Anna Weir is one of the more recent additions to the press: Publicist, book hoarder, and needlework enthusiast. For the Press’ 75th anniversary—and out of her own curiosity—she is interviewing her more experienced co-workers to put a familiar face on one of the largest university presses in the country.
Odessa Anderson has spent her career working with numbers and customer service. In her spare time she loves to do needlework.
After this interview, Odessa and Anna bonded over blackwork and counted cross stitch.
Anna Weir: What’s your current job at UNP, and how long have you held it?

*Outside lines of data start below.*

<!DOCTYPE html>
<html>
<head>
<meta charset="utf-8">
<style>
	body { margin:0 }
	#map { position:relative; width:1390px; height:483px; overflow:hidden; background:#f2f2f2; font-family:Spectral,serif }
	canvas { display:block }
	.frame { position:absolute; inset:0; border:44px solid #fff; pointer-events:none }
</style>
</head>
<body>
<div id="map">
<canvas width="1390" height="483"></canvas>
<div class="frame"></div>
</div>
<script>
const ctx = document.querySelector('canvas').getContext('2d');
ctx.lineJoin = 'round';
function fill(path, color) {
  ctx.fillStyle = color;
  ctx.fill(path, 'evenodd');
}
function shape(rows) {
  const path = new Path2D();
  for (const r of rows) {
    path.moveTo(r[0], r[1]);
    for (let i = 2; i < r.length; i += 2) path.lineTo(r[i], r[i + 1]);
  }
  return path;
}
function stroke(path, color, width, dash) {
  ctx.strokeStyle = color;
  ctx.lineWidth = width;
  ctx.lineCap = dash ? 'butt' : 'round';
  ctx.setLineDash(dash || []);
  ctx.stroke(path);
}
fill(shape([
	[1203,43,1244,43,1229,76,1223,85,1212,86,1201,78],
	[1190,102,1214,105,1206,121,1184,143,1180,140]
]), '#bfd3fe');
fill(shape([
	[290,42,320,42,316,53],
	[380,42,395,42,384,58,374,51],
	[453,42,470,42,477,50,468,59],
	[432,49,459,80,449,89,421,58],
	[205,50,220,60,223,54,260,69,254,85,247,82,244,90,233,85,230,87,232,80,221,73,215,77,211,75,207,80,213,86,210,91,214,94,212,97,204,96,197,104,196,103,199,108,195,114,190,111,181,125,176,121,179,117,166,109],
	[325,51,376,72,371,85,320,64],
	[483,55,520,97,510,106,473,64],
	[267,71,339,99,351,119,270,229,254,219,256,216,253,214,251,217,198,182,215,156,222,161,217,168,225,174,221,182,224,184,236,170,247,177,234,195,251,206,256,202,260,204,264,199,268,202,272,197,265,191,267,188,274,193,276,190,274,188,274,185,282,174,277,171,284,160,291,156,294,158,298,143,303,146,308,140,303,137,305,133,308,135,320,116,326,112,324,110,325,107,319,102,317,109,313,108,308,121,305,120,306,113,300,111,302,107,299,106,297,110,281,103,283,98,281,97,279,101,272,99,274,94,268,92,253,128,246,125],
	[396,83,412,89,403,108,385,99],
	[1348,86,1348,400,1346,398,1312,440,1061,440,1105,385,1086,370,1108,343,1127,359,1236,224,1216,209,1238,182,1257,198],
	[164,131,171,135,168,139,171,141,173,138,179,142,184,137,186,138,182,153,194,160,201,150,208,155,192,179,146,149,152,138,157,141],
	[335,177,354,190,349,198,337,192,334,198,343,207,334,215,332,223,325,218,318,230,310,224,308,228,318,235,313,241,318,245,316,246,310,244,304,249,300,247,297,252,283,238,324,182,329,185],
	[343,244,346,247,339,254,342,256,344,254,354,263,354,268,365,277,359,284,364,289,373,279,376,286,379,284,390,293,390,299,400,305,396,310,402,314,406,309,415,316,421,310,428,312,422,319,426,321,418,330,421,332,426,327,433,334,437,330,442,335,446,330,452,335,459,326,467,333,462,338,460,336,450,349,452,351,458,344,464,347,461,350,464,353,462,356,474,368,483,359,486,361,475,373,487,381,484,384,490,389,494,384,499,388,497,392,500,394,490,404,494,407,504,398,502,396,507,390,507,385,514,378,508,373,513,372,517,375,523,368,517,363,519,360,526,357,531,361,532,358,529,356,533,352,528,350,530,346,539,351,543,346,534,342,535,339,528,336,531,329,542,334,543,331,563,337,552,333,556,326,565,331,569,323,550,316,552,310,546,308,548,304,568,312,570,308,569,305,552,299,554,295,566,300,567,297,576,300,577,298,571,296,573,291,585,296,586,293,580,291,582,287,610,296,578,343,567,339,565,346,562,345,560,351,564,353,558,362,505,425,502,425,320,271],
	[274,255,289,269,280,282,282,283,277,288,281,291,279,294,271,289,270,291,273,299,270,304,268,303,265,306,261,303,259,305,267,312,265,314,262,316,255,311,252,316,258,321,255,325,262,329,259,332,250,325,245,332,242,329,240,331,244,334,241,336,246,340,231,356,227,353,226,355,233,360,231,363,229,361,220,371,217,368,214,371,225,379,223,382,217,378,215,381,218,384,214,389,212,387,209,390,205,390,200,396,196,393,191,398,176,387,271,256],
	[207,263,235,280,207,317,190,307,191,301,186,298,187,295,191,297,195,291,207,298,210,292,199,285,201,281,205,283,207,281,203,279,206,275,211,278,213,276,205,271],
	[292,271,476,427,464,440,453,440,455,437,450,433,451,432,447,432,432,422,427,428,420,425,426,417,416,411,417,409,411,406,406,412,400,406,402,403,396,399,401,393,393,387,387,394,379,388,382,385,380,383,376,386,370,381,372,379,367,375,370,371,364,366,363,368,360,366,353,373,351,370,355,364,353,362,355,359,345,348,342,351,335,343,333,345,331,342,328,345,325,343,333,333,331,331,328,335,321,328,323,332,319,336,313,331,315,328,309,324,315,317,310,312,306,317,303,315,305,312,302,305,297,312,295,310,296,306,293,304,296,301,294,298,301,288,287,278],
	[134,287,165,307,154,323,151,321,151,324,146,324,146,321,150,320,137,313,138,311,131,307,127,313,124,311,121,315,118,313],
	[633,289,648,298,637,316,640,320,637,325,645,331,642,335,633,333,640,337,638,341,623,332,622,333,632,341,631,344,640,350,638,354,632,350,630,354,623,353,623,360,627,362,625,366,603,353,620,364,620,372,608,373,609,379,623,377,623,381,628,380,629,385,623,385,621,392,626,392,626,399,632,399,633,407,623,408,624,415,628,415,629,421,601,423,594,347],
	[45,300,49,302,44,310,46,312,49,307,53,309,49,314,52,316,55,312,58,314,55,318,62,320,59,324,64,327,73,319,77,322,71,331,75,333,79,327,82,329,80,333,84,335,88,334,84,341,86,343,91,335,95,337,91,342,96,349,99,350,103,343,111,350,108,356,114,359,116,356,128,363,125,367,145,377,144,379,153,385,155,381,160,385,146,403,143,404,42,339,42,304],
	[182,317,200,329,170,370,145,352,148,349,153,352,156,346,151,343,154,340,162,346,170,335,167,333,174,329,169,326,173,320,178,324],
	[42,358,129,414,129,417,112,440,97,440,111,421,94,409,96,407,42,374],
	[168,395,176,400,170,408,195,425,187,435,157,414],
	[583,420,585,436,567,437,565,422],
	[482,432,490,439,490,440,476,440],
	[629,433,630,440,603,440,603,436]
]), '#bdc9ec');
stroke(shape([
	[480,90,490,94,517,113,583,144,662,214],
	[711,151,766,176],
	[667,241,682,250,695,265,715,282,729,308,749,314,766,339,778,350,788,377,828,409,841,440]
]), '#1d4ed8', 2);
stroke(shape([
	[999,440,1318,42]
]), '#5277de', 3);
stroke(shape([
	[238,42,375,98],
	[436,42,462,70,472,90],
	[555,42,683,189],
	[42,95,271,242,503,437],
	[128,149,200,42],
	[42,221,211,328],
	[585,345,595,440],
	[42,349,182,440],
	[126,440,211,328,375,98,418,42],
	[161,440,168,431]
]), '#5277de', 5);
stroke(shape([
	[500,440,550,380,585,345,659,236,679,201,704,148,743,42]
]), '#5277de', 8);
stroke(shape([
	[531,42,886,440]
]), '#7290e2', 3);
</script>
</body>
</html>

Odessa Anderson: Well. I’ve been here for twelve years, and I do a little bit of everything. I take care of human resources, I handle royalties, I put our various contracts into the computer and I make sure everyone gets paid. Which is a giant, giant task. I also work in journals, fulfilling subscriptions.
AW: Wow. It sounds like you have your fingers in a lot of different pies.
OA: I do.
AW: Have you held other positions with the press?

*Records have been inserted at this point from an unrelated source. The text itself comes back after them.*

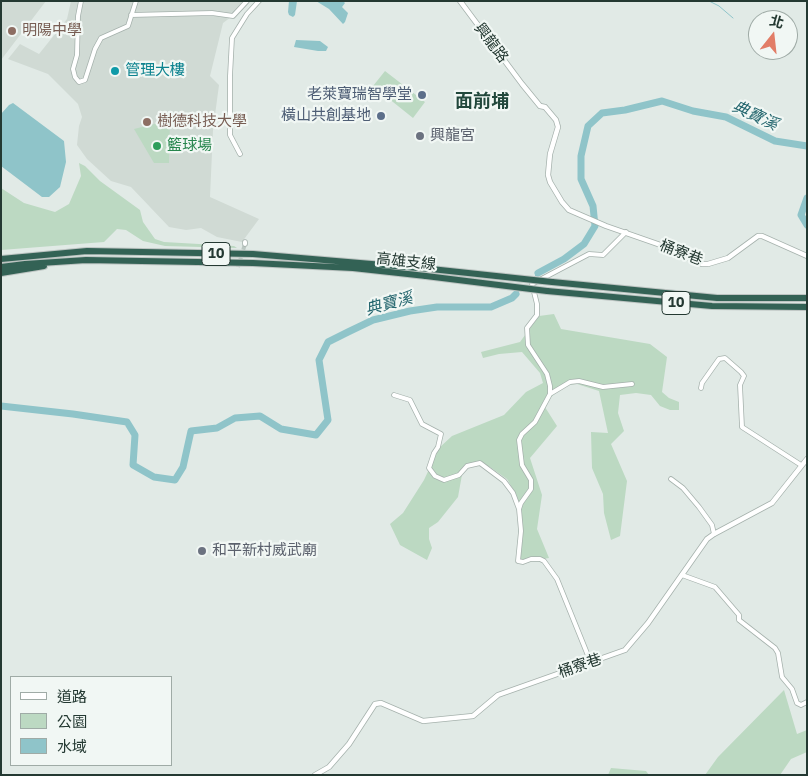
<!DOCTYPE html>
<meta charset="utf-8">
<style>
body{margin:0}
#map{position:relative;width:808px;height:776px;overflow:hidden;background:#e1eae6;font-family:"IBM Plex Sans","Noto Sans TC",sans-serif}
canvas{display:block}
.frame{position:absolute;inset:0;border:2px solid #243932;pointer-events:none}
.legend{position:absolute;left:10px;top:676px;width:162px;height:90px;box-sizing:border-box;background:#f1f7f4;border:1px solid #9faba6;margin:0;padding:6px 9px;list-style:none;font-size:15px;color:#243932}
.legend li{display:flex;align-items:center;gap:10px;height:25px}
.legend b{width:25px;border:1px solid #9faba6}
.north{position:absolute;left:748px;top:10px;width:50px;height:50px;box-sizing:border-box;background:#f1f7f4;border:1px solid #9faba6;border-radius:50%;rotate:16deg;font-size:14px;font-weight:700;line-height:20px;text-align:center;color:#243932}
.north::after{content:'';display:block;margin:auto;width:18px;height:22px;background:#e27d67;clip-path:polygon(50% 0,100% 100%,50% 72%,0 100%)}
</style>
<div id="map">
<canvas width="808" height="776"></canvas>
<div class="frame"></div>
<ul class="legend">
<li><b style="height:6px;background:#fff"></b>道路</li>
<li><b style="height:14px;background:#bcd9c2"></b>公園</li>
<li><b style="height:14px;background:#8fc4c9"></b>水域</li>
</ul>
<div class="north">北</div>
</div>
<script>
const c = document.querySelector('canvas').getContext('2d');
c.lineJoin = 'round';
function fill(path, color) {
  c.fillStyle = color;
  c.fill(path, 'evenodd');
}
function shape(rows) {
  const path = new Path2D();
  for (const r of rows) {
    path.moveTo(r[0], r[1]);
    for (let i = 2; i < r.length; i += 2) path.lineTo(r[i], r[i + 1]);
  }
  return path;
}
function trace(path, color, width, dash) {
  c.strokeStyle = color;
  c.lineWidth = width;
  c.lineCap = dash ? 'butt' : 'round';
  c.setLineDash(dash || []);
  c.stroke(path);
}
function drawText(font, color, halo, rows, align = 'center') {
  c.font = font + ' "IBM Plex Sans","Noto Sans TC",sans-serif';
  c.lineWidth = 4.5;
  c.setLineDash([]);
  c.textBaseline = 'middle';
  c.strokeStyle = halo;
  c.fillStyle = color;
  for (const [text, x, y, turn = 0] of rows) {
    c.save();
    c.translate(x, y);
    c.rotate((+turn || 0) * Math.PI / 180);
    c.textAlign = isNaN(turn) ? turn : align;
    if (halo) c.strokeText(text, 0, 0);
    c.fillText(text, 0, 0);
    c.restore();
  }
}
fill(shape([
 [1,1,46,1,1,60],
 [71,1,246,1,243,8,223,23,210,76,219,85,213,130,210,197,259,219,242,242,217,237,201,228,186,230,169,227,131,187,111,181,87,159,77,145,79,126,82,117,78,104,48,74,8,59,20,44,39,54,67,19]
]), '#d0dad4');
fill(shape([
 [385,71,425,102,413,118,373,86],
 [162,122,170,122,169,163,154,163,134,129],
 [79,163,85,166,100,181,140,210,143,222,155,239,164,242,234,246,237,248,165,246,143,241,126,230,117,229,104,242,1,250,1,188,24,203,55,212,69,204,81,176],
 [554,314,561,329,650,344,667,357,662,392,669,398,679,402,679,410,670,410,660,406,651,395,636,393,620,395,618,413,624,431,611,444,627,481,620,536,611,540,604,513,603,494,592,468,591,432,608,433,599,391,577,384,565,385,543,404,557,426,530,458,542,495,537,529,549,558,522,562,517,551,519,529,517,496,507,479,490,467,477,463,463,469,458,497,438,522,429,528,429,539,432,548,427,560,400,545,390,524,403,513,424,480,439,448,452,436,504,415,526,392,543,383,540,373,522,352,499,354,483,358,481,352,520,342,539,316],
 [784,690,797,734,807,730,807,752,791,759,780,775,705,775,718,757],
 [611,768,646,771,649,775,608,775]
]), '#bcd9c2');
fill(shape([
 [289,1,297,1,295,15,293,17,289,15,288,12],
 [316,1,343,1,345,3,342,7,348,13,345,22,343,24,329,9],
 [296,40,320,41,328,47,326,51,318,51,294,47],
 [13,103,64,141,66,162,60,187,49,197,42,197,1,166,1,114,9,105]
]), '#8fc4c9');
trace(shape([
 [709,1,719,6,733,18],
 [534,277,538,273],
 [516,294,520,290]
]), '#8fc4c9', 1);
trace(shape([
 [807,198,801,215,807,225],
 [538,273,564,259,584,244,595,226,593,206,581,179,581,156,588,126,602,113,625,110,662,101,693,111,726,117,775,141,807,146],
 [1,406,73,414,127,422,135,435,133,465,154,477,175,480,183,467,191,431,217,428,235,418,260,416,281,429,316,435,328,420,319,360,328,342,348,332,373,320,410,311,437,307,491,307,512,298,516,294]
]), '#8fc4c9', 7);
trace(shape([
 [238,267,245,244]
]), '#bbc7c2', 4, [4, 2]);
const minor = shape([
 [81,1,78,16,77,55,73,69,75,77,79,82,85,80,95,49,101,38,128,26,136,1],
 [131,15,212,13,233,16,247,1],
 [240,154,230,135,230,76,232,38,247,14,259,1],
 [245,242,245,244],
 [701,388,702,383,719,359,725,358,741,372,744,376,740,385,742,427,801,465],
 [550,394,570,382,579,381,603,387,632,384],
 [394,395,410,400,422,424,441,434,438,447,434,453,429,468,435,476,444,480,459,475,467,466,480,463,504,481,513,493,519,509,521,531,518,561,523,562,531,559,540,559,544,561,557,579,591,663],
 [671,479,683,488,699,507,712,525,714,534],
 [519,509,521,503,531,489,531,480,522,465,519,440,522,434,535,422,550,394,550,386,547,374,528,345,527,328,537,315,537,304,532,284,589,254,603,255,626,232],
 [682,575,715,587,739,615,739,620,775,648,778,653,782,677,792,689,797,703,801,705,807,702]
]);
const tertiary = shape([
 [460,1,522,84,540,106,545,107,556,120,558,127,550,154,548,175,550,182,562,202,569,210,606,226,672,249,702,264,708,264,728,258,758,236,762,236,807,256],
 [315,775,329,767,349,744,375,704,381,703,423,721,473,716,498,695,625,650,648,623,707,539,714,534,772,503,807,459]
]);
const motorway = shape([
 [1,259,87,251,253,254,431,269],
 [1,267,25,264,86,260,253,263,353,268,426,276],
 [1,273,44,266],
 [552,282,717,298,807,298],
 [547,291,712,306,807,307]
]);
trace(minor, '#a5b1ac', 5.5);
trace(tertiary, '#a5b1ac', 6);
trace(motorway, '#bdc4c2', 8);
trace(minor, '#fff', 4);
trace(tertiary, '#fff', 4.5);
trace(motorway, '#336255', 6);
const motorwayBridge = shape([
 [431,269,552,282],
 [426,276,547,291]
]);
trace(motorwayBridge, '#bdc4c2', 8, []);
trace(motorwayBridge, '#336255', 6);
for (const [x, y, r, color] of [
 [12,31,5,"#8d6e63"],
 [115,71,5,"#0f9aa8"],
 [422,95,5,"#5c6f8a"],
 [381,116,5,"#5c6f8a"],
 [147,122,5,"#8d6e63"],
 [420,136,5,"#6b7280"],
 [157,146,5,"#2e9e5b"],
 [202,551,5,"#6b7280"]
]) {
  const dot = new Path2D();
  dot.arc(x, y, r, 0, 2 * Math.PI);
  c.fillStyle = color;
  c.fill(dot);
  trace(dot, '#f1f7f4', 2);
}
for (const [x, y, w] of [
 [216,254,28],
 [676,303,28]
]) {
  const box = new Path2D();
  box.roundRect(x - w / 2, y - 11.5, w, 23, 4);
  c.fillStyle = '#f1f7f4';
  c.fill(box);
  trace(box, '#243932', 1);
}
drawText('bold 14px', '#243932', null, [
 ["10",216,254],
 ["10",676,303]
]);
drawText('15px', '#785e54', '#f1f7f4', [
 ["明陽中學",22,31],
 ["樹德科技大學",157,122]
], 'left');
drawText('15px', '#243932', '#f1f7f4', [
 ["興龍路",491,43,53],
 ["桶寮巷",681,253,21],
 ["高雄支線",406,262,6],
 ["桶寮巷",580,666,-19]
]);
drawText('15px', '#0d838f', '#f1f7f4', [
 ["管理大樓",125,71]
], 'left');
drawText('15px', '#4e5e75', '#f1f7f4', [
 ["老萊寶瑞智學堂",412,95],
 ["橫山共創基地",371,116]
], 'right');
drawText('15px', '#5b616d', '#f1f7f4', [
 ["興龍宮",430,136],
 ["和平新村威武廟",212,551]
], 'left');
drawText('15px', '#27864d', '#f1f7f4', [
 ["籃球場",167,146]
], 'left');
drawText('italic 16px', '#24666e', '#f1f7f4', [
 ["典寶溪",755,116,25],
 ["典寶溪",389,304,-15]
]);
drawText('bold 18px', '#22483c', '#f1f7f4', [
 ["面前埔",482,102]
]);
</script>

OA: No, not really. The job description has changed, but the position hasn’t.
AW: Cool. What first brought you to the press?
OA: Honestly? An employment agency. UNP was hiring, so they sent me here.

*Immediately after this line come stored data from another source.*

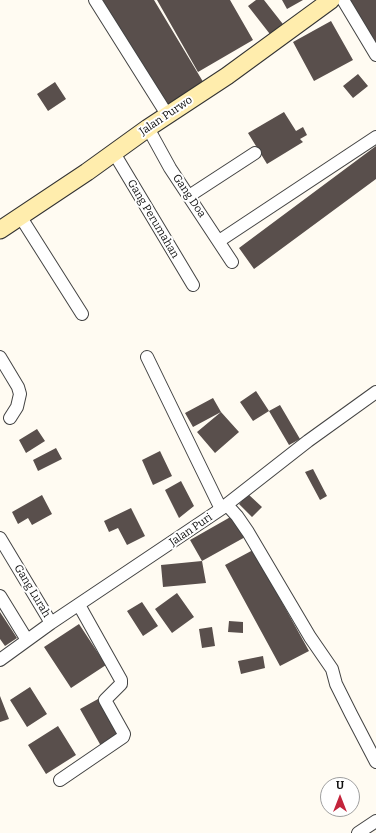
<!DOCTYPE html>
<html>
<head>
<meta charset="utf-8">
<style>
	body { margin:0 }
	#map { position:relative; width:376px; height:833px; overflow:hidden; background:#fffbf2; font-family:Bitter,serif }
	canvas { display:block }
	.north { position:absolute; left:320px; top:777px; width:40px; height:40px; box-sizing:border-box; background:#fff; border:1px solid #9f9f9f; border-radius:50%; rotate:0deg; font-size:11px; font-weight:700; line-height:16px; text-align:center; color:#101010 }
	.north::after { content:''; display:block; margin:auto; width:14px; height:18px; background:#c3243c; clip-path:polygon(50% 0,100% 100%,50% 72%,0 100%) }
</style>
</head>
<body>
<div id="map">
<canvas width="376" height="833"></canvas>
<div class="north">U</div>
</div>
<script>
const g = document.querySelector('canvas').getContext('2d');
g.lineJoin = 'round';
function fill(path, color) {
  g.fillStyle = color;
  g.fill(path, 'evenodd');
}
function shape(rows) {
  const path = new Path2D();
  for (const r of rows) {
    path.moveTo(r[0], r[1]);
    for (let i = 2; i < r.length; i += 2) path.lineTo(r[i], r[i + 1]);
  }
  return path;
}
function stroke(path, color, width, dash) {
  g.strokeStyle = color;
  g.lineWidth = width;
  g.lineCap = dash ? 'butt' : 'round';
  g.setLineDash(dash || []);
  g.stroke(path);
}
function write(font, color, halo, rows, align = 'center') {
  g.font = font + ' Bitter,serif';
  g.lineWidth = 4;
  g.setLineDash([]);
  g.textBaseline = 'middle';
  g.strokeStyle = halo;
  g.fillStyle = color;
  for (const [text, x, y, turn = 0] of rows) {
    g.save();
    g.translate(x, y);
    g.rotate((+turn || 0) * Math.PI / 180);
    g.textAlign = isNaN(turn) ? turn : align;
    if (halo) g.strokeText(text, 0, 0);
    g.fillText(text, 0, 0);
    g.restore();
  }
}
const building = shape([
	[99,0,154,0,205,85,165,109],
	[157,0,230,0,253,40,198,72],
	[256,0,264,0,286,28,273,38,248,6],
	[282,0,303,0,287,9],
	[346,0,376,0,376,47],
	[331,21,353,60,314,81,293,42],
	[358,74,368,86,353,98,343,86],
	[55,82,66,99,48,111,37,94],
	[284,112,296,131,303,127,307,135,300,139,303,142,267,164,248,133],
	[376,146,376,179,254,269,239,248],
	[256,391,269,411,253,421,240,402],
	[213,398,221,412,239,432,215,453,197,432,221,412,193,427,185,413],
	[280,405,300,439,289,445,269,411],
	[37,429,45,441,26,453,19,440],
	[56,448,62,459,38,471,33,460],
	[160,451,172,476,153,485,142,460],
	[313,469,327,496,320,500,305,472],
	[181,481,194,506,179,518,165,490],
	[248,494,262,507,252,517,239,504],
	[42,495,52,514,32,525,28,518,18,524,12,512],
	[131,508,145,536,127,545,118,528,109,532,104,521],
	[234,515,247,536,202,561,190,540],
	[253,550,309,651,280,666,225,565],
	[202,561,206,583,163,587,161,565],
	[177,593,194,617,172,633,155,609],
	[142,602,158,626,143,636,127,611],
	[0,612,17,638,5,646,0,639],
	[229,621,243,622,243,633,228,632],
	[79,624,106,665,71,688,44,647],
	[212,627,215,646,202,648,199,629],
	[263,656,265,668,241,674,238,661],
	[30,687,47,714,27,727,10,700],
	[0,696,9,719,0,722],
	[98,699,119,737,101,746,80,709],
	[58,726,76,755,46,774,28,745]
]);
const street = shape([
	[95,0,168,116],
	[343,0,376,55],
	[148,128,170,168,232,262],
	[114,153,193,285],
	[189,196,255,153],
	[20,216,82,314],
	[219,241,376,137],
	[0,357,18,387,20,394,17,407,10,418],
	[147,357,221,509],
	[227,505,237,516,248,532,310,637,332,669,336,684,351,714,376,762],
	[0,538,51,623],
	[0,596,27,640],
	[0,660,51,623,221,509,308,441,376,392],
	[60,780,123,737,124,734,105,700,121,684,121,680,79,605],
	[358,833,376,821]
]);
const secondary = shape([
	[0,230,87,172,148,128,227,76,331,0]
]);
const streetNames = [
	["Jalan Purwo",166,116,-34],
	["Gang Doa",189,196,56],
	["Gang Perumahan",153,219,59],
	["Jalan Puri",191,530,-34],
	["Gang Lurah",32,591,59]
];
fill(building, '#594f4c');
stroke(street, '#434343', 14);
stroke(secondary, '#323232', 19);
stroke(street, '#fff', 12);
stroke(secondary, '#ffedad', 17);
write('11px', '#101010', '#fff', streetNames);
</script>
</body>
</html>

AW: Did you ever imagine yourself involved with publishing?
OA: No, never.
AW: Can you describe your most memorable moment at the press?
OA: Oh… there are so many odds and ends that come to mind… How about—right before Christmas, I got to tell several temporary workers that they could move up to a permanent position. That sure made them happy.
AW: I’ll bet!
OA: Oh! Another time, in journals, an older man called about this one issue in Gettysburg Magazine that published this letter—I think it was his grandfather who wrote it—a relative who’d actually fought in the Battle of Gettysburg. And when I found that issue, and I sent him the letter—he was so happy, I’m pretty sure he was crying.
AW: That. Is amazing.
OA: It really was.
AW: Okay. A lot of my questions here concern things like What book have you most enjoyed working on? And What’s the most memorable interaction you’ve had with a reader or author? But in your case—
OA: I really don’t work with authors, or books, or journals too closely. I work with them after the fact.
AW: Right. So, I suppose we’ll just leave it with this last question—really more of a statement—and it’s intentionally open-ended to reflect whatever you’d like about your career here at UNP and how it’s changed.
OA: Okay, go.
AW: Finish this sentence: Remember when…
OA: Hmm… Remember when we were getting ready to move into this building, and we had very temporary workstations at our old building? I mean very minimal. Card tables with a computer on top. That was it.